How the UK's fast fashion habits are polluting a country halfway around the world
Standing knee deep in rotting clothes, many from the UK, there was no avoiding the gravity of the environmental consequences of our throw away culture. It was all around me.
And as if any more proof were needed, amongst the stinking toxic waste of this 30-foot high textile mountain, I found a Marks and Spencer Recycling Shopping bag.
Something only available in the UK – but now polluting Ghana.
Our fast-fashion throw away culture is having dire environmental consequences - we just can’t see them because we are exporting the problem to the other side of the world.
Accra has the largest second-hand clothes market on the planet and their biggest supplier is the UK.
But the so called “dead white man’s clothes” that used to be so valuable to a proud and economically important market here, have been replaced by containers of thrown away high street clothes. Much of it rubbish. 100 containers arrive every week.
'The waste management system of Ghana cannot cope'
And as our own incinerators and landfills overflow, we have started to redirect our waste in the name of recycling via the second-hand clothes market.
We have found an outlet for our waste and its excess - Africa.
But we are exporting an environmental catastrophe.
The problem is twofold. Quantity and quality.
Quantity: there is simply too much imported clothing arriving in Ghana. There is so much waste created that the formal waste system is at breaking point. They want the clothes.
They need the clothes. But not the rubbish.
Quality: Fashion items are now dirt cheap because they are of poor quality and they don’t last. They are NOT made to be reused. There is no market for them.

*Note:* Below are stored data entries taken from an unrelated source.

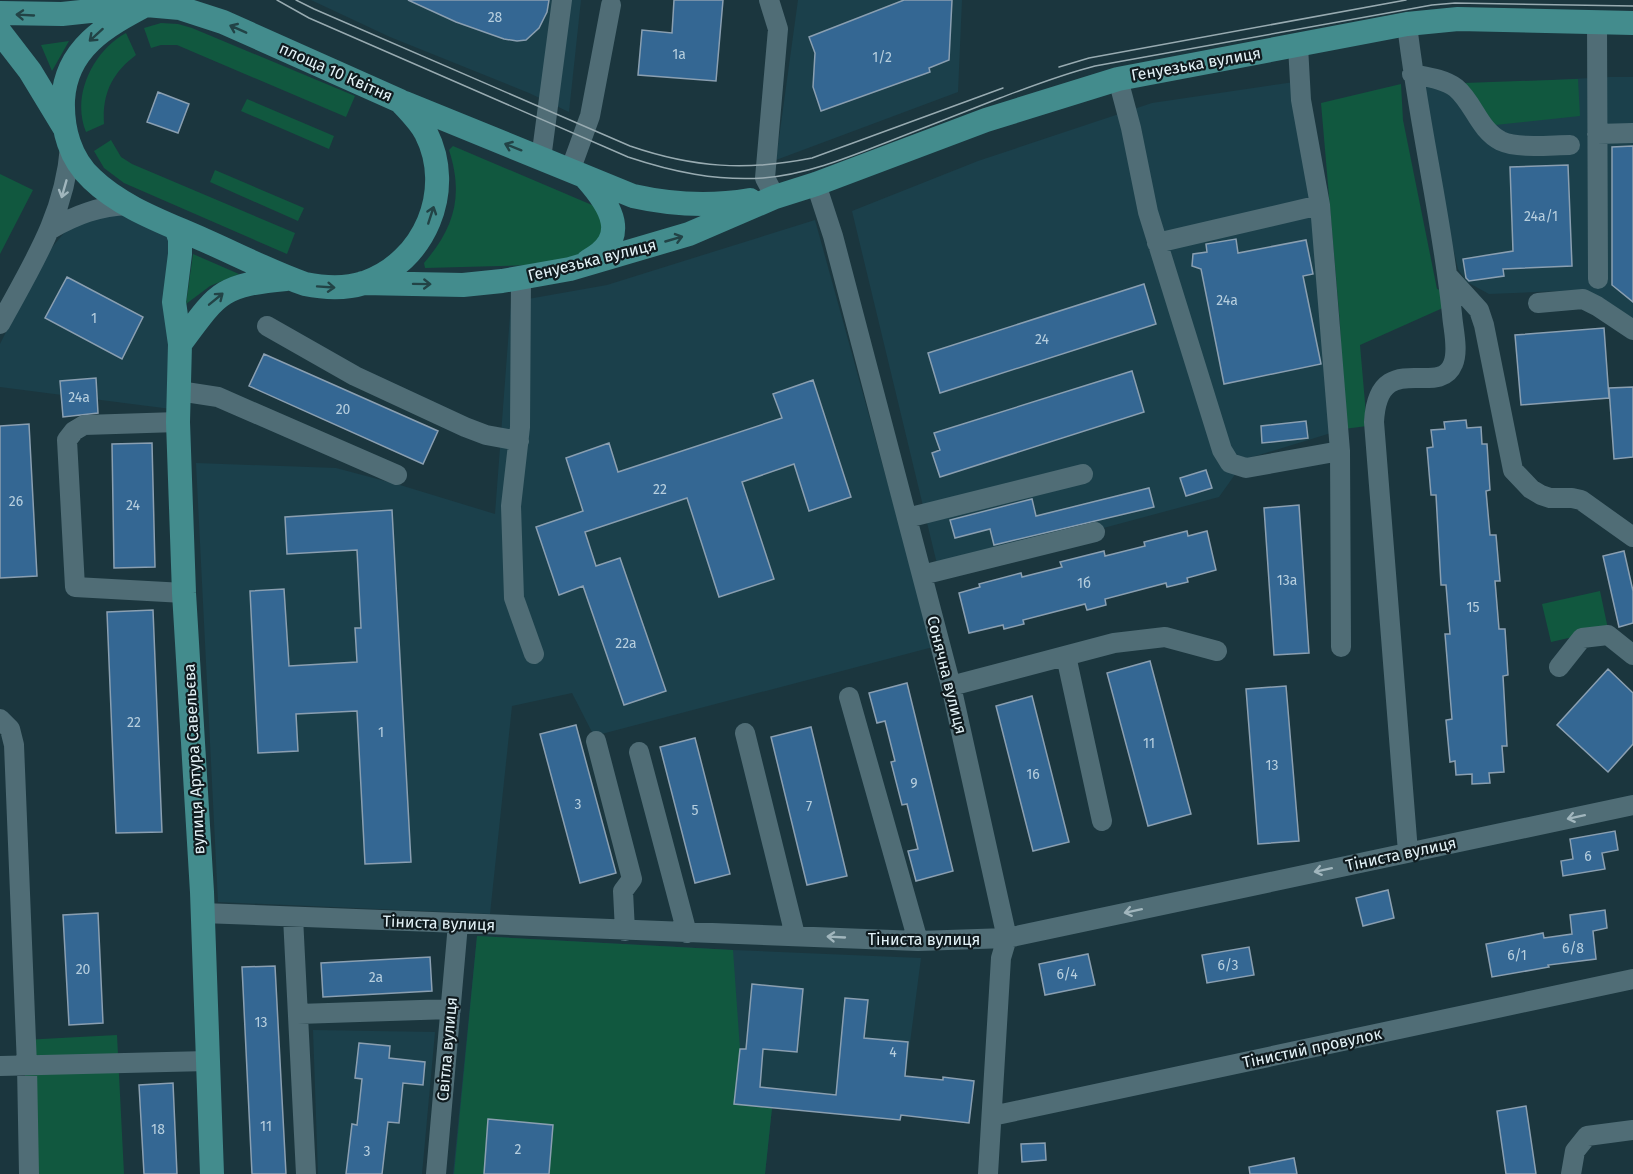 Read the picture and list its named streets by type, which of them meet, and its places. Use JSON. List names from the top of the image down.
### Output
{
  "streets": {
    "main road": ["Генуезька вулиця", "площа 10 Квітня", "вулиця Артура Савельєва"],
    "street": [
      "Сонячна вулиця",
      "Тіниста вулиця",
      "Тінистий провулок",
      "Світла вулиця"
    ]
  },
  "crossings": [
    ["Генуезька вулиця", "площа 10 Квітня"],
    ["Генуезька вулиця", "Сонячна вулиця"],
    ["площа 10 Квітня", "вулиця Артура Савельєва"],
    ["Сонячна вулиця", "Тіниста вулиця"],
    ["Сонячна вулиця", "Тінистий провулок"],
    ["вулиця Артура Савельєва", "Тіниста вулиця"],
    ["Тіниста вулиця", "Світла вулиця"]
  ],
  "one_way": ["Тіниста вулиця"],
  "house_numbers": [
    "28",
    "1а",
    "1/2",
    "24а/1",
    "24а",
    "1",
    "24",
    "24а",
    "20",
    "22",
    "26",
    "24",
    "13а",
    "1б",
    "15",
    "22а",
    "22",
    "1",
    "11",
    "13",
    "16",
    "9",
    "3",
    "7",
    "5",
    "6",
    "6/8",
    "6/1",
    "6/3",
    "20",
    "6/4",
    "2а",
    "13",
    "4",
    "11",
    "18",
    "2",
    "3"
  ]
}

Single use T shirts are one of the most obvious excesses of our throw away culture
In Accra’s suburb of Fadama, where much of the informal waste is dumped, the people live in shacks built on rags. Fires from the toxic waste are frequent and dangerous.
Most clothing does not biodegrade. It is highly flammable, and the man-made fibres and dyes are environmentally hazardous for the land and the sea.
Dead White Man's Clothes has been studying the impact of fast fashion in Ghana for five years.
Liz Ricketts from the Or Foundation, which supports Dead White Man’s Clothes said: "We have completely devalued what clothing is."
She added: "Clothing is now disposable and I don't know come back from treating it like a plastic bag or a plastic bottle.
"This textile mountain is an environmental catastrophe."
We may not want to deal with the waste from our throw away culture – but nor does Ghana.
In the name of recycling – the world’s poorest people are having the textile waste from the world’s richest people dumped on them.